Sex and the City really has a lot to answer for. Apart from the fact that nearly all my married friends think I live the high life – for the record, I’m mostly Miranda with the occasional habits of Samantha – this programme has made it de rigeur to be fashion conscious in all aspects of one’s appearance. Yep, fashion conscious from your Hollywood Blow-out to your Bollywood waxed bits. Ouch! As if women didn’t already have enough pressure to conform.
Now, when protocol demands, I can be suited and booted, and I’m not averse to eye liner and a good dollop of lippie! Like most women, I have partaken of the ‘I’m not going to sleep with him on the first date’ bikini, leg and underarm wax – but…only when the boy is suitable and a good kisser! In that order!
Still, I was mildly horrified this evening to see a programme describing something called ‘vejazzled’. No, not a Hollywood musical – I think the shrieks resulting from this procedure resemble caterwaul rather than cantata. Apparently this is all the rage.
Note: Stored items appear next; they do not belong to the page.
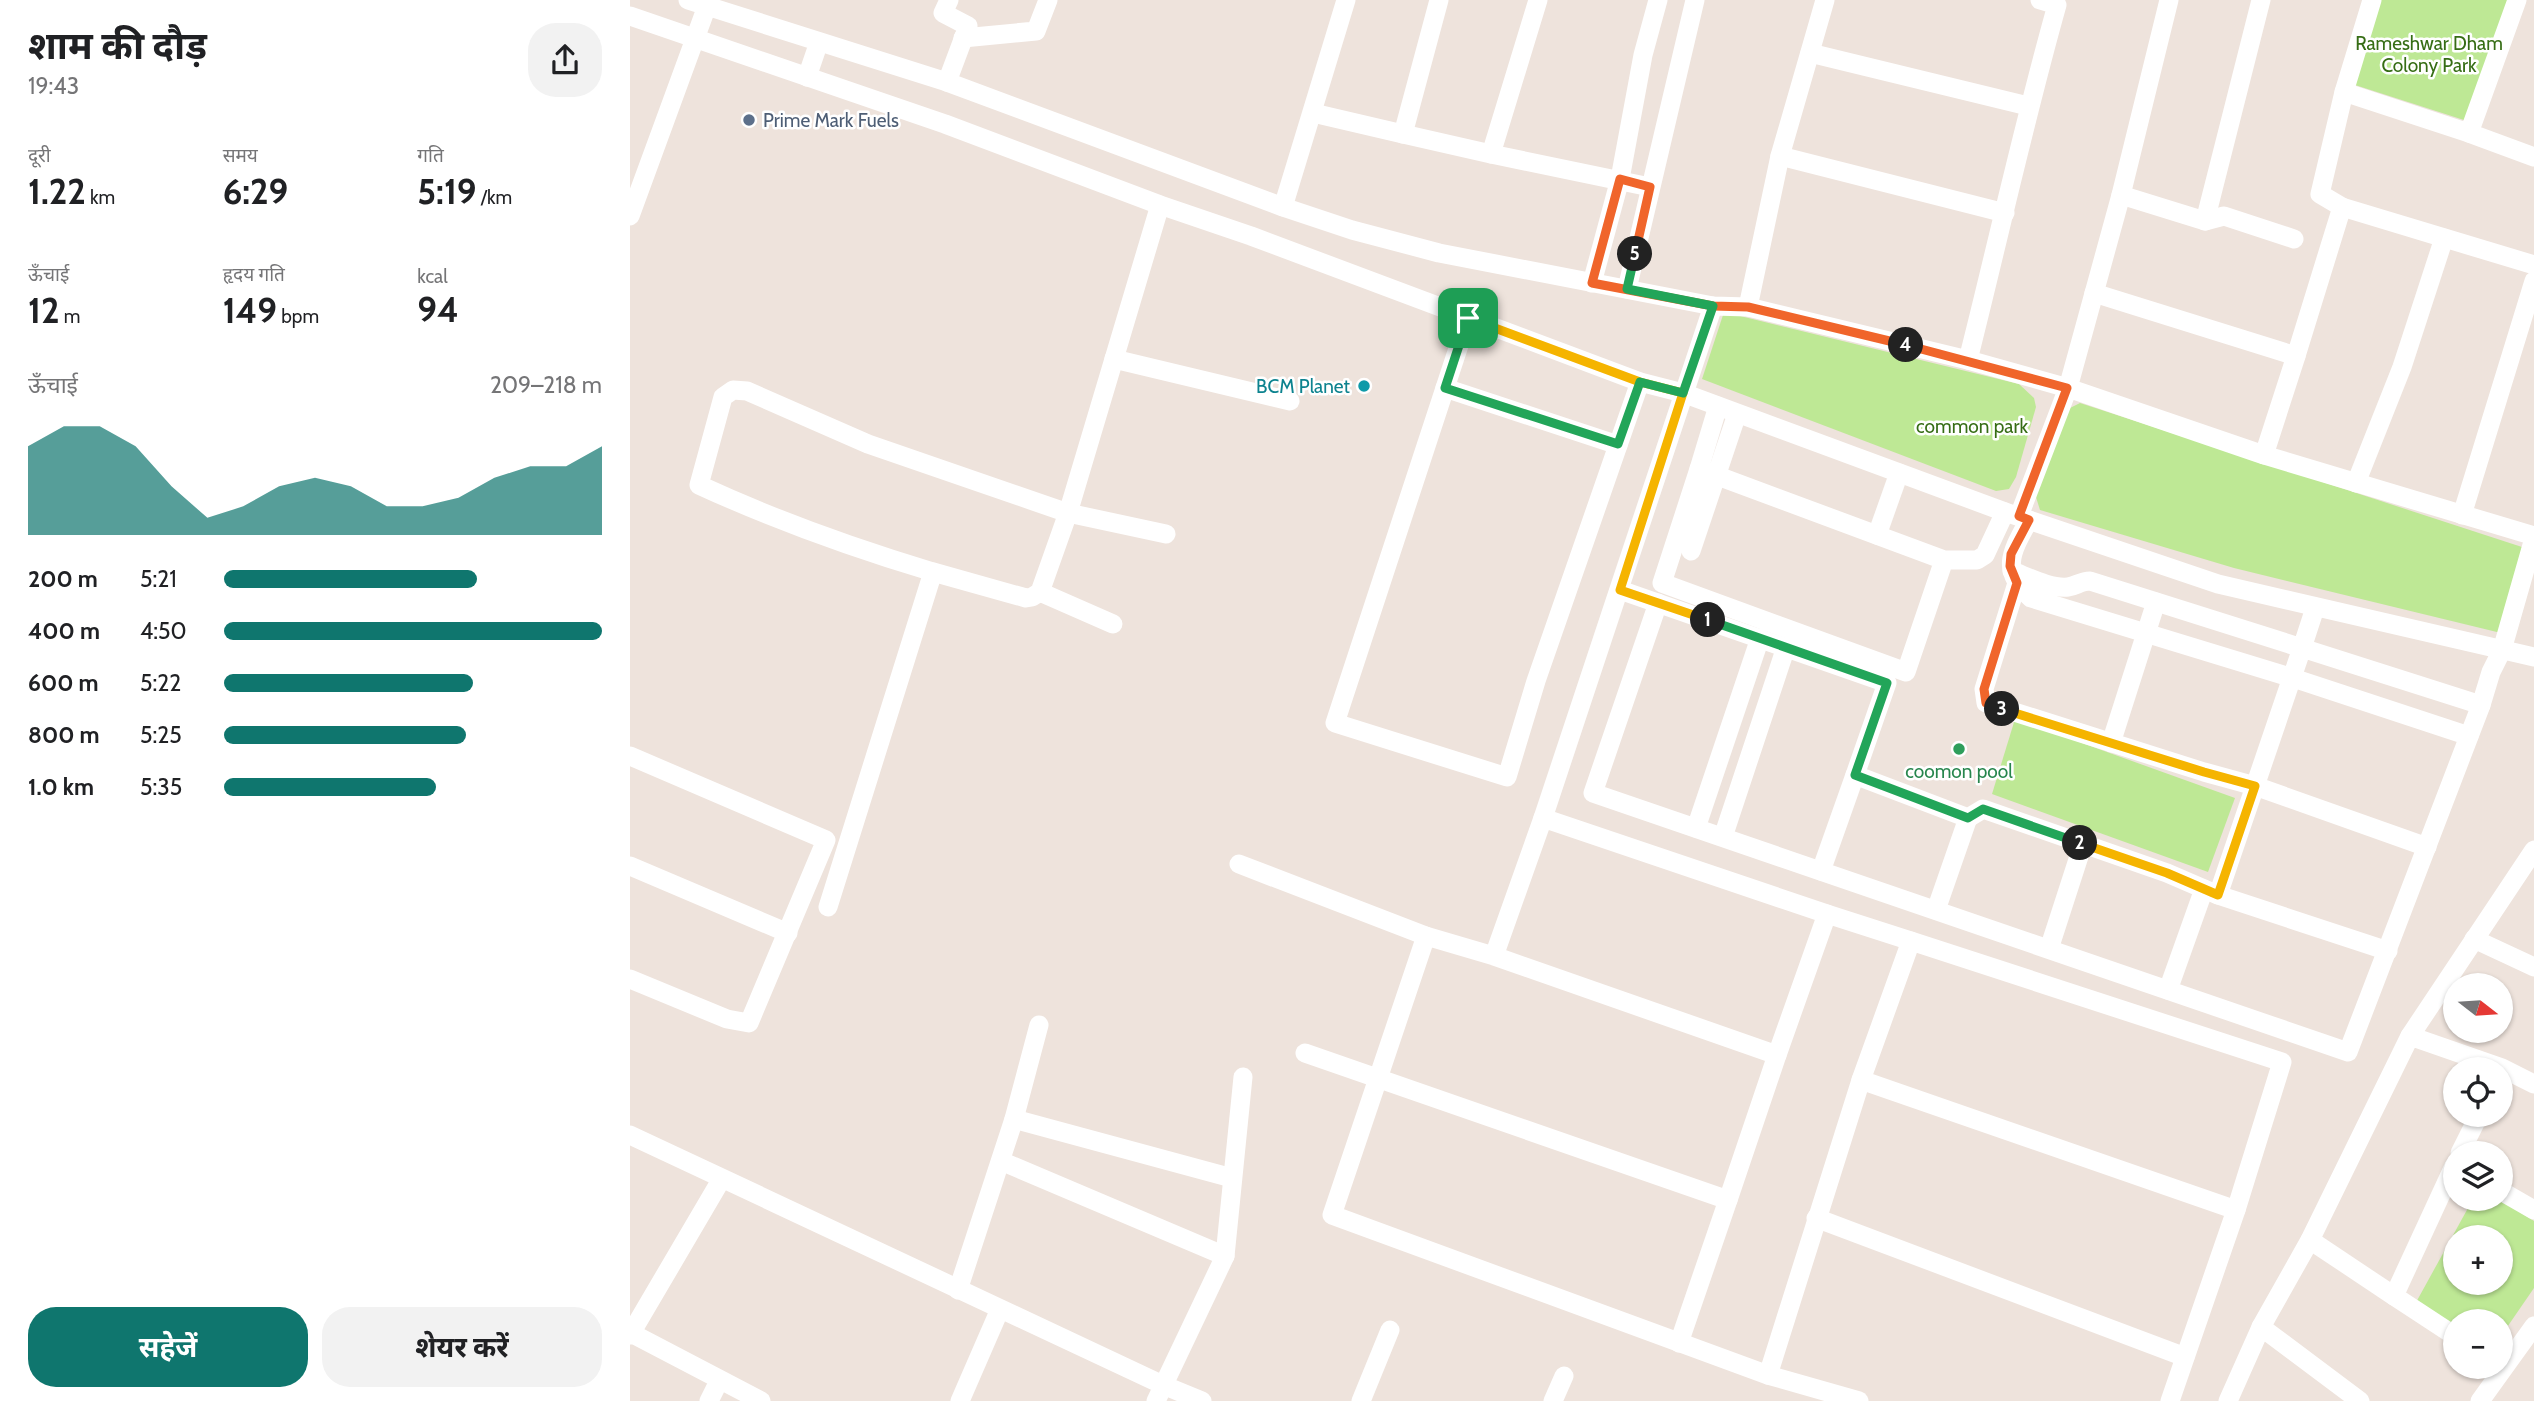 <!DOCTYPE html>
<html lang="hi">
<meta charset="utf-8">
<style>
:root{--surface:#fff;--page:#f2f2f2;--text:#202124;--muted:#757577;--accent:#0f766e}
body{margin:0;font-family:Cabin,"Noto Sans Devanagari",sans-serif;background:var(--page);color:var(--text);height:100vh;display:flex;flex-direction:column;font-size:26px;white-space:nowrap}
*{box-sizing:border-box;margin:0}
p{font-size:23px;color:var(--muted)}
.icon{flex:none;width:38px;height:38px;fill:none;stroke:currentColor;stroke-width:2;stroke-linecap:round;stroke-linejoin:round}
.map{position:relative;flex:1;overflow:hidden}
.details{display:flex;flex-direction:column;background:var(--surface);width:630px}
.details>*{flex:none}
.needle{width:46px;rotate:107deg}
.buttons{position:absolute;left:1813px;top:973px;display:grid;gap:14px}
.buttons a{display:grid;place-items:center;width:70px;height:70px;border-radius:50%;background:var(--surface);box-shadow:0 2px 5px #0004;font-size:35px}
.pin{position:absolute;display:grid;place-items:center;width:60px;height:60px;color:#fff;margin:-30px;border-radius:14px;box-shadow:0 4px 10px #0006}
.km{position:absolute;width:35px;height:35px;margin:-18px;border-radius:50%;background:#222;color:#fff;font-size:19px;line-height:35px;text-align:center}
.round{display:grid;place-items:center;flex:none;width:74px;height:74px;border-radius:28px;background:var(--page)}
.overview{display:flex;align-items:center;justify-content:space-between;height:119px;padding:0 28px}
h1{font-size:38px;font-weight:700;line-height:52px}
.metrics{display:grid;grid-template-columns:repeat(3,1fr);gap:10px;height:119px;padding:7px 28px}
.metrics div{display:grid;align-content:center}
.metrics b{font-size:35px;font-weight:700}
.metrics small{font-size:19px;font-weight:400}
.metrics p{font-size:19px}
.chart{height:196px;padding:14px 28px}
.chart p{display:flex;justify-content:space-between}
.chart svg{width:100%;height:126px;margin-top:7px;fill:var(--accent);opacity:.7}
.cta{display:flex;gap:14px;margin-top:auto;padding:14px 28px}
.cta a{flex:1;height:80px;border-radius:28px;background:var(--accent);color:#fff;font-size:28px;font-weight:700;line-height:80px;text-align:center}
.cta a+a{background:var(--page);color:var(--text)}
ul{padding:0 28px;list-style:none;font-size:23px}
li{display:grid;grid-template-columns:112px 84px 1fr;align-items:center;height:52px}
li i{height:18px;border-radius:9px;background:var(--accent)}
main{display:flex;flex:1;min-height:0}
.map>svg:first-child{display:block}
</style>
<main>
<section class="details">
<div class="overview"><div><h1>शाम की दौड़</h1><p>19:43</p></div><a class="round"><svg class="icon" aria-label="share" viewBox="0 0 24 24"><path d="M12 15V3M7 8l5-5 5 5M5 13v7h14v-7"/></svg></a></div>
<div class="metrics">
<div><p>दूरी</p><b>1.22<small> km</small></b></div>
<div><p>समय</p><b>6:29</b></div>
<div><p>गति</p><b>5:19<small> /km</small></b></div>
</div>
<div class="metrics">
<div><p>ऊँचाई</p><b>12<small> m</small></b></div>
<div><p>हृदय गति</p><b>149<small> bpm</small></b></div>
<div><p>kcal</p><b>94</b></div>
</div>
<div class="chart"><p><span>ऊँचाई</span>209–218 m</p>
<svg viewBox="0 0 160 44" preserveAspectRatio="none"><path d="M0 44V13L10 6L20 6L30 13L40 27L50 38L60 34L70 27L80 24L90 27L100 34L110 34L120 31L130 24L140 20L150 20L160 13V44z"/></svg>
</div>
<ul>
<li><b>200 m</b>5:21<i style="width:67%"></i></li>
<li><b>400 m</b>4:50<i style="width:100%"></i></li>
<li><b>600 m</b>5:22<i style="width:66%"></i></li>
<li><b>800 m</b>5:25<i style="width:64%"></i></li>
<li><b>1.0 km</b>5:35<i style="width:56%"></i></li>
</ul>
<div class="cta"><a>सहेजें</a><a>शेयर करें</a></div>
</section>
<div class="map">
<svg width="1904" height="1401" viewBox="0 0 1904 1401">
<rect width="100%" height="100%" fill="#eee3dc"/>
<g fill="#bee895" fill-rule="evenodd">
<polygon points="1750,0 1878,0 1837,121 1725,85"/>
<polygon points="1094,312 1389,384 1404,398 1406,407 1386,477 1379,489 1366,491 1072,379"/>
<polygon points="1450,403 1892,547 1871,633 1604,568 1410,510 1405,494 1436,410"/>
<polygon points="1385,719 1605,798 1578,872 1362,794"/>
<path d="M 1843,1199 L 1869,1199 L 1904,1221 L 1904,1288 L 1871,1336 L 1871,1321 L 1825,1321 L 1825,1335 L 1784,1306 ZM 1825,1237 L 1871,1237 L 1871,1283 L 1825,1283 Z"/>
</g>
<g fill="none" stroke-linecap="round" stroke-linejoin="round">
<g stroke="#fff" stroke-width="19">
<polyline points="58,0 317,82 653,207 722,230 809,253 1083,306 1118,307 1338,360 1438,388 1634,455 1904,536"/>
<polyline points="809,0 773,134 861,154"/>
<polyline points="908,0 861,154 1020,187"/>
<polyline points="1887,0 1839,133 1904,157"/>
<polyline points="0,16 315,124 530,205 621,236 1010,382 1053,393 1375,512 1588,584 1904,657"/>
<polyline points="333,38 406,31 418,0"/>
<polyline points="1180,53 1398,106"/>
<polyline points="177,77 189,42"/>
<polyline points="317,82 338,26 313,13 319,0"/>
<polyline points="1714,92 1839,133"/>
<polyline points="683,113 773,134"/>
<polyline points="1150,156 1375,213"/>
<polyline points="1491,195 1575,221 1631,0"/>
<polyline points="653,207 716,0"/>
<polyline points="1712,207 1904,265"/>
<polyline points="0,216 77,6"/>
<polyline points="1575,221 1594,216 1664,239"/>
<polyline points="962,283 990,179 1013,55 1028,0"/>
<polyline points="997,289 1065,0"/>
<polyline points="1464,293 1666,356 1634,455"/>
<polyline points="1118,307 1150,156 1195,0"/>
<polyline points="838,318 705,723 877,777 906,681 1010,382"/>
<polyline points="1666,356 1712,207 1690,194 1714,92 1742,0"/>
<polyline points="484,359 660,401"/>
<path d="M 1338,360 C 1368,241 1394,122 1427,5 L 1410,0"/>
<polyline points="815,388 988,445"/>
<polyline points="1069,469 1088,406"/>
<polyline points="1726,483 1772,367 1814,238"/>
<polyline points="1832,515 1904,281"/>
<polyline points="1389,516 1438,388 1491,195 1539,0"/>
<path d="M 1399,520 C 1382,551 1369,570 1401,598 L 1663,678 L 1839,736"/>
<polyline points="1247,535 1269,473"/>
<polyline points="1061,551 1107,414"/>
<polyline points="1314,560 1276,672 1032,583 1069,469 1314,560 1347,560 1355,555 1375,512"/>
<path d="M 1382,571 C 1398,577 1421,589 1438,587 C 1446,586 1451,581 1460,581 L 1672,648 L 1685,608"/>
<path d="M 303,572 C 223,548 145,520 69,485 L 93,397 L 103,390 L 117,391 L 238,444 L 438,513 L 536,534"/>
<polyline points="1387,583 1354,689 1356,703 1574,772 1625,786 1797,847"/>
<polyline points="990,590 1257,683 1225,775 1338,818 1353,809 1537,873 1588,895 1672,648 1851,705 1861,672 1872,650 1904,538"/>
<polyline points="410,592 483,624"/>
<polyline points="1028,603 963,793 1718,1052 1851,705"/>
<polyline points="1481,743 1526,602"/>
<polyline points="0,756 196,840 119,1023 97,1019 0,979"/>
<polyline points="913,818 1083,306"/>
<polyline points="1066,828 1130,638"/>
<polyline points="1093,837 1156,647"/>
<polyline points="609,864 796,936"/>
<polyline points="0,866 158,933"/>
<polyline points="1191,871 1225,775"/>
<polyline points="1588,895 1758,951"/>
<polyline points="198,907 303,572 396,598 402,597 410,592 438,513 530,205"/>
<polyline points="1306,910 1338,818"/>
<polyline points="1197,914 1281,941"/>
<polyline points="1844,939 1904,967"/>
<polyline points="1419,949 1453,844"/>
<polyline points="864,956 913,818 1197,914 1147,1055 864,956 796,936 702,1215 1138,1375 1231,1080 1606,1210"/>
<polyline points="1538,990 1574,889"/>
<polyline points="1780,1036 1904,850"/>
<polyline points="675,1053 1098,1200 1147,1055"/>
<polyline points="1231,1080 1281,941 1652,1062 1606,1210 1540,1401"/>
<polyline points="384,1119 602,1178"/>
<polyline points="0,1135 533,1385 572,1401"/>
<polyline points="1830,1153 1849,1115"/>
<polyline points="371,1161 595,1256"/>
<polyline points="1871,1191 1904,1210"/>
<polyline points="1186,1218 1555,1357"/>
<polyline points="1680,1240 1764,1296 1824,1166 1825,1167"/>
<polyline points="328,1290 384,1119 409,1025"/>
<polyline points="1764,1296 1825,1336"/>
<polyline points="1631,1327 1730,1401"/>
<polyline points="1,1333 131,1401"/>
<polyline points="0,1335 91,1180"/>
<polyline points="1049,1343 1098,1200"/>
<polyline points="1138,1375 1229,1401"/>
<polyline points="79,1401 89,1381"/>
<polyline points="330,1401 370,1309"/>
<polyline points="526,1401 595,1256 613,1077"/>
<polyline points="731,1401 760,1330"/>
<polyline points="923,1401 934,1376"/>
<polyline points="1598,1401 1631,1327 1680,1240 1780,1036 1872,1068 1904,1084"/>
<polyline points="1850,1401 1904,1326"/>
</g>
</g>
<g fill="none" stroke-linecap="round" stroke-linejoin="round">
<g stroke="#fff" stroke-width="14">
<polyline id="split-1" points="838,318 1010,382 1053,393 990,590 1078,620"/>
</g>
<g stroke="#fff" stroke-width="14">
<polyline id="split-2" points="1078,620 1257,683 1225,775 1338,818 1353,809 1450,843"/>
</g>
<g stroke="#fff" stroke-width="14">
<polyline id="split-3" points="1372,709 1574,772 1625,786 1588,895 1537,873 1450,843"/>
</g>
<g stroke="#fff" stroke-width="14">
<polyline id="split-4" points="1276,345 1437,388 1389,516 1399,520 1381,554 1380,566 1387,583 1354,689 1356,703 1372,709"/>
</g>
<g stroke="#fff" stroke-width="14">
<polyline id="split-5" points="1005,254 1020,187 990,179 962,283 1083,306 1118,307 1276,345"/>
</g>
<g stroke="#fff" stroke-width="14">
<polyline id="split-6" points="838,318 815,388 988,444 1010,382 1053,393 1083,306 997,289 1005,254"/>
</g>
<use href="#split-1" stroke="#f5b400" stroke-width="9"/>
<use href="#split-2" stroke="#22a559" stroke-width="9"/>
<use href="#split-3" stroke="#f5b400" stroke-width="9"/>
<use href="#split-4" stroke="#f0652b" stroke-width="9"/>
<use href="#split-5" stroke="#f0652b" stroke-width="9"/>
<use href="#split-6" stroke="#22a559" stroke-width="9"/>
</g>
<circle fill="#5c6f8a" stroke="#fff" stroke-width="2.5" cx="119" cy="120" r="7"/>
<circle fill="#0f9aa8" stroke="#fff" stroke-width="2.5" cx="734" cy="386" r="7"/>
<circle fill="#2e9e5b" stroke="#fff" stroke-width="2.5" cx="1329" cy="749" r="7"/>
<g text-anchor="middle" stroke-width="5" stroke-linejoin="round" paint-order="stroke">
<g font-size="19" fill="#366d15" stroke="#fff">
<text x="1799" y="50">Rameshwar Dham<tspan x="1799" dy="22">Colony Park</tspan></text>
<text x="1342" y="433">common park</text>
</g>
<g font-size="19" fill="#4e5e75" stroke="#fff" text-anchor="start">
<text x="133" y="127">Prime Mark Fuels</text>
</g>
<g font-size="19" fill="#0d838f" stroke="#fff" text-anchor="end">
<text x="720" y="393">BCM Planet</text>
</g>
<g font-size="19" fill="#27864d" stroke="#fff">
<text x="1329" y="778">coomon pool</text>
</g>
</g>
</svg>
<div class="buttons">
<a><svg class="needle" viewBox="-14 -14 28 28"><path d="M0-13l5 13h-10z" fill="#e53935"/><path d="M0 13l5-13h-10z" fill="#757577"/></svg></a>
<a><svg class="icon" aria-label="locate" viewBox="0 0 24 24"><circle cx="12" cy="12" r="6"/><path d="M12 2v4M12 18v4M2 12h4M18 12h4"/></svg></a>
<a><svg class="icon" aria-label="layers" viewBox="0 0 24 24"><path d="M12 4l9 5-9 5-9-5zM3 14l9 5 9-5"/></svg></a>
<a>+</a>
<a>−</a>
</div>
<div class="pin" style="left:838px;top:318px;background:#1e9e55"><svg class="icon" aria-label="arrive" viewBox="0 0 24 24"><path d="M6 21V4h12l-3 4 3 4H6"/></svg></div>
<b class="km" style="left:1078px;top:620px">1</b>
<b class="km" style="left:1450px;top:843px">2</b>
<b class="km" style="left:1372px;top:709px">3</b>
<b class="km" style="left:1276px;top:345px">4</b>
<b class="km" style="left:1005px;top:254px">5</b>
</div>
</main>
In fact, this modern travesty emanates from the porn industry, where wax off guarantees whack off. Ouch, Ouch, Ouch! Only in the mind of a fat, balding, middle-aged sociopath with a camera and and an inferiority complex, can it be a turn on to wax your foo-foo into oblivion and then stick rhinestones on it! OMG! Why?
Apart from the practical considerations – seriously guys, this must be like doing a velcro vagina or a broken bottle – how on earth do you cope with the regrowth. And what happens when the superglue dies and the shiny bits fall off? And why would you do this on a first date…it’s the sticker equivalent of a neon sign that says ‘enter here’. Tacky. In all senses of the word! No.Thank. You!
I’m certainly no prude, but I’ve decided a bird in hand is probably better than a bush that lights up when you remove it’s underwear.